→ **ABOUT THIS EXERCISE**
Every record should be copied exactly, except that pictures are to be omitted.
>>>
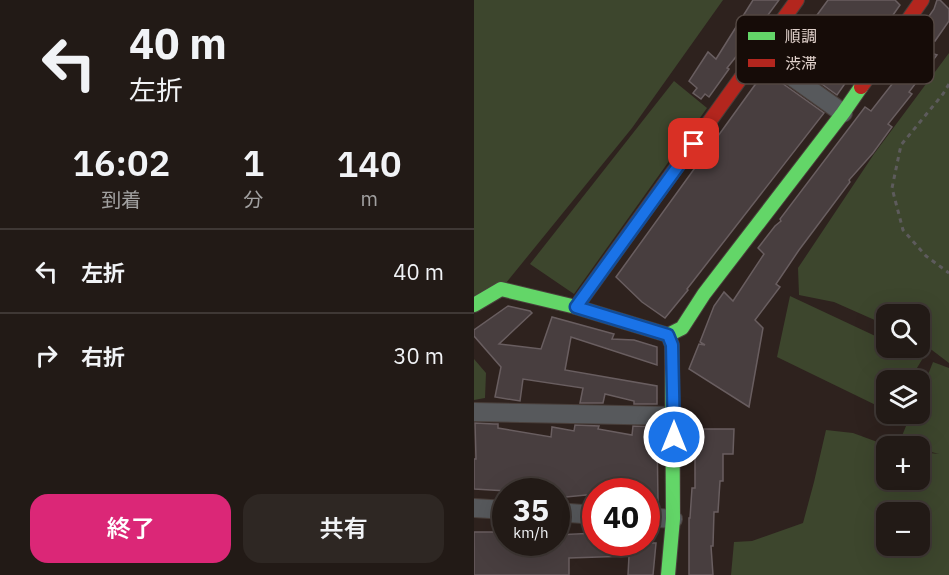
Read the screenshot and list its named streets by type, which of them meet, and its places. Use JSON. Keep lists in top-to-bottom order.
{
  "legend": ["順調", "渋滞"],
  "page": {
    "turn": ["40 m", "左折"],
    "eta": [
      "16:02",
      "到着",
      "1",
      "分",
      "140",
      "m"
    ],
    "list": [
      {
        "name": "左折",
        "value": "40 m"
      },
      {
        "name": "右折",
        "value": "30 m"
      }
    ],
    "map_buttons": ["+", "−"],
    "speed": "35 km/h",
    "limit": "40",
    "buttons": ["終了", "共有"]
  }
}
<<<
→ **SOLUTION TO THE PROBLEM**
Read the screenshot and list its named streets by type, which of them meet, and its places. Use JSON. Keep lists in top-to-bottom order.
{
  "legend": ["順調", "渋滞"],
  "page": {
    "turn": ["40 m", "左折"],
    "eta": [
      "16:02",
      "到着",
      "1",
      "分",
      "140",
      "m"
    ],
    "list": [
      {
        "name": "左折",
        "value": "40 m"
      },
      {
        "name": "右折",
        "value": "30 m"
      }
    ],
    "map_buttons": ["+", "−"],
    "speed": "35 km/h",
    "limit": "40",
    "buttons": ["終了", "共有"]
  }
}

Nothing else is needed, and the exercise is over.